Teacher Ed
issue 33 nov / dec 2011

Portfolio Review: A Documentation Process in the Visual Arts

by Yap Kheng Kin
The use of student portfolios has found its way into many classrooms today. The practice has its roots in the visual arts, where it serves as a showcase of student work. The documentation of student work also provides a useful means for teachers to assess student learning and growth.

Article highlights
  • What is the value of student portfolios?
  • How can portfolio documentation benefit the art student and teacher?
  • How can portfolio review be carried out more effectively?

The challenge, with any student portfolio, is to make sure the students’ efforts in documenting their work are not in vain. We go back to the visual arts to learn a few lessons on how we can make the process of portfolio documentation and review both formative and fruitful.

Keeping Art Portfolios

As art teachers, we usually remind students to keep a visual diary or portfolio and tell them that we will check these. In most cases, however, these students graduate with their portfolio cases loaded with artwork that the teacher has not properly looked through.

The lack of attention to proper documentation and review reflects how art portfolios have become a mere afterthought. Students are not usually required to present all of their work, only the relevant pieces for the exam.

Their visual diary is seldom reviewed as a whole; instead, images are isolated from their original context.

But the teacher’s role is not just to give guidance for exam submissions. It is also to document students’ understanding and development in art, and direct them further on the path of discovery.

Forming Habits of Mind

The keeping of portfolios is an important process for art students to foster a habit of carefully documenting their work.

This documentation process is an important aspect of cultivating the eight studio habits of mind: developing craft, observing, reflecting, envisioning, expressing, stretching and exploring, engaging, and understanding the art world (Hetland, Winner, Veenema, & Sheridan, 2007).

Inculcating these studio habits is a key takeaway for any art student. An easy way to achieve this is to give students a checklist of what we expect in their portfolios and let them do self-reflection in their own time.

Furthermore, portfolios can be a crucial assessment tool, especially since our subject grading is not summative but formative in nature. With the art portfolio, we as teachers have a yardstick to tell them if they are making progress in their work, and how well they are building up their studio habits of mind.

Portfolios can be a crucial assessment tool, especially since our subject grading is not summative but formative in nature…our emphasis should not be on passing the exam or simply getting the art project done.

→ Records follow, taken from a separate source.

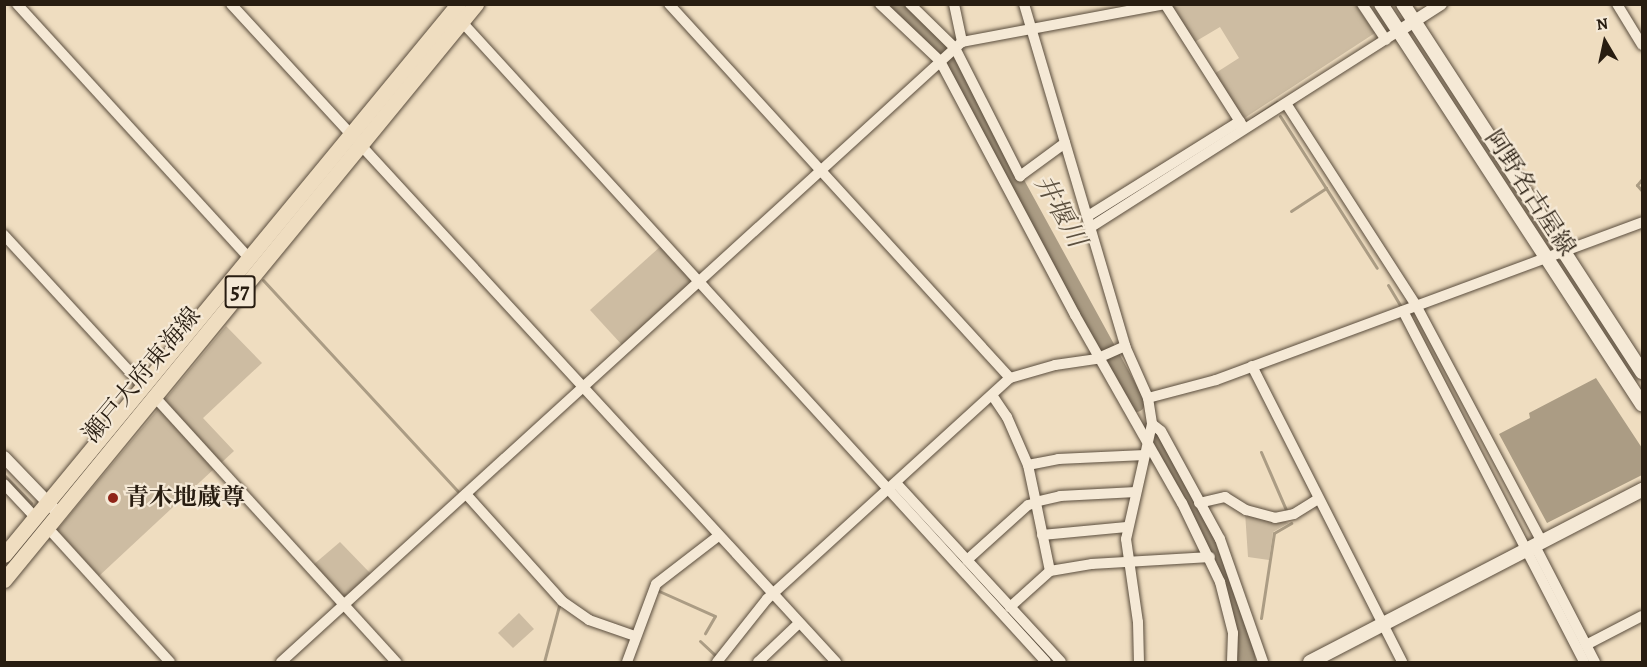 <!DOCTYPE html>
<html>
<head>
<meta charset="utf-8">
<style>
	body { margin:0 }
	#map { position:relative; width:1647px; height:667px; overflow:hidden; background:#efddc0; font-family:Alegreya,"Noto Serif JP",serif }
	div>[style] { position:absolute }
	.green>* { inset:0; background:#cdbca2 }
	.water>* { inset:0; background:#ab9c84 }
	.stream>* { height:3px; margin:-1.5px; padding:0 1.5px; transform-origin:1.5px; border-radius:1.5px; background:#ab9c84 }
	.river>* { height:18px; margin:-9px; padding:0 9px; transform-origin:9px; border-radius:9px; background:#ab9c84 }
	.roads { filter:drop-shadow(0 0 2px #5a4d3d) drop-shadow(0 0 2px #5a4d3d) }
	.minor>* { height:10px; margin:-5px; padding:0 5px; transform-origin:5px; border-radius:5px; background:#f5e9d6 }
	.tertiary>* { height:12px; margin:-6px; padding:0 6px; transform-origin:6px; border-radius:6px; background:#f5e9d6 }
	.secondary>* { height:14px; margin:-7px; padding:0 7px; transform-origin:7px; border-radius:7px; background:#f5e9d6 }
	.primary>* { height:15px; margin:-7.5px; padding:0 7.5px; transform-origin:7.5px; border-radius:7.5px; background:#efddc0 }
	.dots>* { width:16px; height:16px; translate:-50% -50%; box-sizing:border-box; border:3px solid #f5e9d6; border-radius:50% }
	span { translate:-50% -50%; white-space:nowrap; text-align:center; line-height:1.15; -webkit-text-stroke:4.5px #f5e9d6; paint-order:stroke }
	.shield-label span { padding:2px 4px; background:#f5e9d6; border:2px solid; border-radius:4px; -webkit-text-stroke-width:0 }
	.shield-label { font-size:22px; color:#281d11; font-weight:700 }
	.street-label { font-size:24px; color:#281d11 }
	.poi-label { font-size:24px; color:#281d11; font-weight:700 }
	.left { translate:0 -50%; text-align:left }
	.water-label { font-size:26px; color:#5c503f; font-style:italic }
	.frame { position:absolute; inset:0; border:6px solid #281d11; pointer-events:none }
	.north { position:absolute; left:1575px; top:12px; width:60px; height:60px; -webkit-text-stroke:4px #f5e9d6; paint-order:stroke; rotate:351deg; font-size:16px; font-weight:700; line-height:24px; text-align:center; color:#281d11 }
	.north::after { content:''; display:block; margin:auto; width:21px; height:27px; background:#281d11; clip-path:polygon(50% 0,100% 100%,50% 72%,0 100%) }
</style>
</head>
<body>
<div id="map">
	<div class="green">
		<div style="clip-path:polygon(1173px 4px,1356px 5px,1375px 33px,1243px 119px,1214px 74px,1239px 58px,1220px 27px,1193px 43px,1170px 7px)"></div>
		<div style="clip-path:polygon(662px 245px,694px 280px,622px 345px,590px 310px)"></div>
		<div style="clip-path:polygon(226px 326px,262px 363px,203px 418px,234px 451px,221px 463px,164px 401px)"></div>
		<div style="clip-path:polygon(159px 408px,215px 468px,99px 576px,57px 530px)"></div>
		<div style="clip-path:polygon(1245px 512px,1289px 523px,1273px 532px,1269px 560px,1248px 557px)"></div>
		<div style="clip-path:polygon(340px 542px,371px 574px,346px 597px,341px 596px,313px 565px)"></div>
		<div style="clip-path:polygon(519px 613px,534px 629px,513px 648px,498px 633px)"></div>
	</div>
	<div class="water">
		<div style="clip-path:polygon(1596px 378px,1642px 448px,1642px 475px,1547px 523px,1499px 434px,1530px 418px,1529px 413px)"></div>
	</div>
	<div class="stream">
		<div style="left:1280px;top:116px;width:180px;rotate:57.5deg"></div>
		<div style="left:1253px;top:118px;width:29px;rotate:-34deg"></div>
		<div style="left:1642px;top:179px;width:8px;rotate:130deg"></div>
		<div style="left:1637px;top:185px;width:8px;rotate:50deg"></div>
		<div style="left:1291px;top:211px;width:42px;rotate:-33.3deg"></div>
		<div style="left:263px;top:280px;width:287px;rotate:47.3deg"></div>
		<div style="left:1388px;top:285px;width:23px;rotate:59deg"></div>
		<div style="left:1261px;top:452px;width:65px;rotate:66.6deg"></div>
		<div style="left:4px;top:475px;width:39px;rotate:46deg"></div>
		<div style="left:659px;top:591px;width:61px;rotate:24.1deg"></div>
		<div style="left:715px;top:616px;width:20px;rotate:120deg"></div>
		<div style="left:1261px;top:618px;width:86px;rotate:-81.3deg"></div>
		<div style="left:1274px;top:533px;width:20px;rotate:-30deg"></div>
		<div style="left:700px;top:641px;width:21px;rotate:43deg"></div>
		<div style="left:544px;top:662px;width:62px;rotate:-75.1deg"></div>
	</div>
	<div class="river">
		<div style="left:896px;top:4px;width:60px;rotate:43deg"></div>
		<div style="left:940px;top:45px;width:35px;rotate:53deg"></div>
		<div style="left:961px;top:73px;width:122px;rotate:63.6deg"></div>
		<div style="left:1015px;top:182px;width:252px;rotate:61.3deg"></div>
		<div style="left:1157px;top:442px;width:121px;rotate:60.9deg"></div>
		<div style="left:1216px;top:548px;width:66px;rotate:71.6deg"></div>
		<div style="left:1237px;top:611px;width:52px;rotate:78.9deg"></div>
	</div>
	<div class="roads">
		<div class="minor">
			<div style="left:17px;top:4px;width:344px;rotate:47.6deg"></div>
			<div style="left:231px;top:4px;width:894px;rotate:47.4deg"></div>
			<div style="left:669px;top:4px;width:506px;rotate:47.64deg"></div>
			<div style="left:880px;top:4px;width:83px;rotate:43.5deg"></div>
			<div style="left:940px;top:61px;width:288px;rotate:62deg"></div>
			<div style="left:1075px;top:315px;width:216px;rotate:60.4deg"></div>
			<div style="left:1182px;top:503px;width:88px;rotate:64.3deg"></div>
			<div style="left:1220px;top:582px;width:53px;rotate:75.7deg"></div>
			<div style="left:1233px;top:633px;width:29px;rotate:92deg"></div>
			<div style="left:910px;top:4px;width:63px;rotate:44.4deg"></div>
			<div style="left:955px;top:48px;width:144px;rotate:63.1deg"></div>
			<div style="left:1020px;top:176px;width:56px;rotate:-36.3deg"></div>
			<div style="left:954px;top:4px;width:39px;rotate:78deg"></div>
			<div style="left:1024px;top:4px;width:357px;rotate:73.5deg"></div>
			<div style="left:1125px;top:346px;width:57px;rotate:66.1deg"></div>
			<div style="left:1148px;top:398px;width:26px;rotate:81deg"></div>
			<div style="left:1152px;top:424px;width:118px;rotate:102.7deg"></div>
			<div style="left:1126px;top:539px;width:84px;rotate:81.8deg"></div>
			<div style="left:1138px;top:622px;width:40px;rotate:88.6deg"></div>
			<div style="left:1165px;top:4px;width:143px;rotate:57.5deg"></div>
			<div style="left:1362px;top:4px;width:43px;rotate:56.3deg"></div>
			<div style="left:1617px;top:4px;width:48px;rotate:58.6deg"></div>
			<div style="left:462px;top:22px;width:866px;rotate:47.62deg"></div>
			<div style="left:1287px;top:105px;width:240px;rotate:57.2deg"></div>
			<div style="left:1417px;top:307px;width:266px;rotate:62deg"></div>
			<div style="left:1088px;top:216px;width:179px;rotate:-32deg"></div>
			<div style="left:1091px;top:227px;width:365px;rotate:-32.5deg"></div>
			<div style="left:4px;top:235px;width:204px;rotate:47.4deg"></div>
			<div style="left:1403px;top:311px;width:395px;rotate:62.7deg"></div>
			<div style="left:1252px;top:366px;width:332px;rotate:63.1deg"></div>
			<div style="left:992px;top:395px;width:27px;rotate:56deg"></div>
			<div style="left:1007px;top:417px;width:52px;rotate:66.4deg"></div>
			<div style="left:1028px;top:465px;width:39px;rotate:78deg"></div>
			<div style="left:154px;top:396px;width:360px;rotate:47.7deg"></div>
			<div style="left:1148px;top:398px;width:70px;rotate:-14.8deg"></div>
			<div style="left:1216px;top:380px;width:454px;rotate:-20.3deg"></div>
			<div style="left:1152px;top:424px;width:11px;rotate:38deg"></div>
			<div style="left:1161px;top:431px;width:123px;rotate:61.4deg"></div>
			<div style="left:1220px;top:539px;width:130px;rotate:70.7deg"></div>
			<div style="left:1028px;top:465px;width:31px;rotate:-11deg"></div>
			<div style="left:1058px;top:459px;width:87px;rotate:-2.6deg"></div>
			<div style="left:896px;top:483px;width:243px;rotate:47.3deg"></div>
			<div style="left:4px;top:484px;width:45px;rotate:46.8deg"></div>
			<div style="left:466px;top:494px;width:144px;rotate:48.1deg"></div>
			<div style="left:562px;top:601px;width:33px;rotate:35deg"></div>
			<div style="left:589px;top:620px;width:49px;rotate:19.2deg"></div>
			<div style="left:1035px;top:502px;width:26px;rotate:-13deg"></div>
			<div style="left:1060px;top:496px;width:76px;rotate:-3deg"></div>
			<div style="left:1199px;top:503px;width:27px;rotate:-13deg"></div>
			<div style="left:1225px;top:497px;width:25px;rotate:32deg"></div>
			<div style="left:1246px;top:510px;width:30px;rotate:15deg"></div>
			<div style="left:1275px;top:518px;width:19px;rotate:-12deg"></div>
			<div style="left:1294px;top:514px;width:28px;rotate:-32deg"></div>
			<div style="left:48px;top:528px;width:181px;rotate:47.7deg"></div>
			<div style="left:1042px;top:535px;width:85px;rotate:-5.4deg"></div>
			<div style="left:1535px;top:546px;width:131px;rotate:62.7deg"></div>
			<div style="left:967px;top:560px;width:82px;rotate:-42deg"></div>
			<div style="left:1028px;top:505px;width:8px;rotate:-14deg"></div>
			<div style="left:1036px;top:503px;width:69px;rotate:78.4deg"></div>
			<div style="left:1050px;top:571px;width:54px;rotate:138deg"></div>
			<div style="left:1050px;top:571px;width:43px;rotate:-9.5deg"></div>
			<div style="left:1092px;top:564px;width:118px;rotate:-3.4deg"></div>
			<div style="left:1586px;top:645px;width:63px;rotate:-27.4deg"></div>
			<div style="left:281px;top:662px;width:921px;rotate:-42.32deg"></div>
			<div style="left:962px;top:42px;width:207px;rotate:-10.6deg"></div>
			<div style="left:627px;top:662px;width:83px;rotate:-69.6deg"></div>
			<div style="left:656px;top:584px;width:77px;rotate:-37.6deg"></div>
			<div style="left:717px;top:662px;width:80px;rotate:-51.6deg"></div>
			<div style="left:767px;top:599px;width:328px;rotate:-42.3deg"></div>
			<div style="left:1010px;top:378px;width:47px;rotate:-16.1deg"></div>
			<div style="left:1055px;top:365px;width:41px;rotate:-8.3deg"></div>
			<div style="left:1096px;top:359px;width:32px;rotate:-24deg"></div>
			<div style="left:758px;top:662px;width:55px;rotate:-43.5deg"></div>
		</div>
		<div class="tertiary">
			<div style="left:1399px;top:31px;width:50px;rotate:-32.7deg"></div>
			<div style="left:4px;top:457px;width:71px;rotate:46.1deg"></div>
		</div>
		<div class="secondary">
			<div style="left:1381px;top:4px;width:478px;rotate:56.9deg"></div>
			<div style="left:1403px;top:4px;width:439px;rotate:57deg"></div>
			<div style="left:1310px;top:662px;width:374px;rotate:-27.4deg"></div>
		</div>
		<div class="primary">
			<div style="left:4px;top:555px;width:714px;rotate:-50.51deg"></div>
			<div style="left:4px;top:580px;width:745px;rotate:-50.67deg"></div>
		</div>
	</div>
	<div class="dots">
		<div style="left:113px;top:498px;background:#8f2418"></div>
	</div>
	<div class="shield-label">
		<span style="left:240px;top:292px">57</span>
	</div>
	<div class="street-label">
		<span style="left:1530px;top:193px;rotate:57deg">阿野名古屋線</span>
		<span style="left:142px;top:375px;rotate:-50deg">瀬戸大府東海線</span>
	</div>
	<div class="poi-label">
		<span class="left" style="left:125px;top:498px">青木地蔵尊</span>
	</div>
	<div class="water-label">
		<span style="left:1060px;top:211px;rotate:61deg">井堰川</span>
	</div>
	<div class="frame"></div>
	<div class="north">N</div>
</div>
</body>
</html>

Yap Kheng Kin, School of the Arts, Singapore 

Portfolio Documentation Process

How can we support each student in their development in art? Teachers can use the following process for conducting art documentation with students:

  • Explain the requirements of the portfolio. State what its contents are and, if needed, provide your own sample.
  • Engage in constant review. It may be helpful to look at the first work (diagnostic work) and compare it with subsequent works. Here are three ways you can do this:
    • Formal review
      Offer a private review of each student’s portfolio; perhaps select a few students for each term. These sessions provide a more thorough understanding of students’ thought processes.
    • Informal review
      Every so often, informal reviews of students’ works may be done during class time. Make it spontaneous and encourage students to express themselves freely.
    • Group critique
      Review work with students as a class. At the end of a term, or once students finish a studio work, display their work in class for feedback and review. Select a few students – good examples or those needing improvement – to talk about each of their works.

Encourage students to reflect on their own work. They can be given a set of questions to reflect on when they prepare for documentation.

Reflecting on the Right Questions
Reflection is a beneficial way for students to evaluate their own portfolio. Here’s a list of questions they can use to develop the eight studio habits of mind:

    • Is there improvement in your skills? How did you develop your craft?
    • Did you observe how different your works are?
    • Did you reflect on why they are different?
    • Can you envision other possibilities of your work?
    • How can you express the new possibilities? Have you discovered any new methods and techniques?
    • Can you stretch and explore any areas of interest?
    • Did you stay engaged in the process?
    • How well do you understand the art world? Are there any artists you like very much? How can you try out or experiment with their styles?
    • What studio habits of mind have you learned? What was lacking?

Throughout the documentation process, teachers can cover the technique and process of studio work on a variety of artworks. Students can engage with the teachers to clarify doubts, seek direction, and correct judgements.

This can be followed by teachers’ feedback on possible directions and projections of future outcomes.

Suggestions for improvement of techniques can be simply stated or through show-and-tell instructions. Criticism should be kept to a minimum and more encouragement should be given.

It may be a tedious thing to frequently conduct reviews of their portfolios, especially if there are many students under our care. You may start slowly and at a lesser degree at first, but it is a small step in the right direction for the overall growth of your students.

Reference
Hetland, L., Winner, E., Veenema, S., & Sheridan, K. (2007). Studio thinking: The real benefits of visual arts education. New York: Teachers College Press.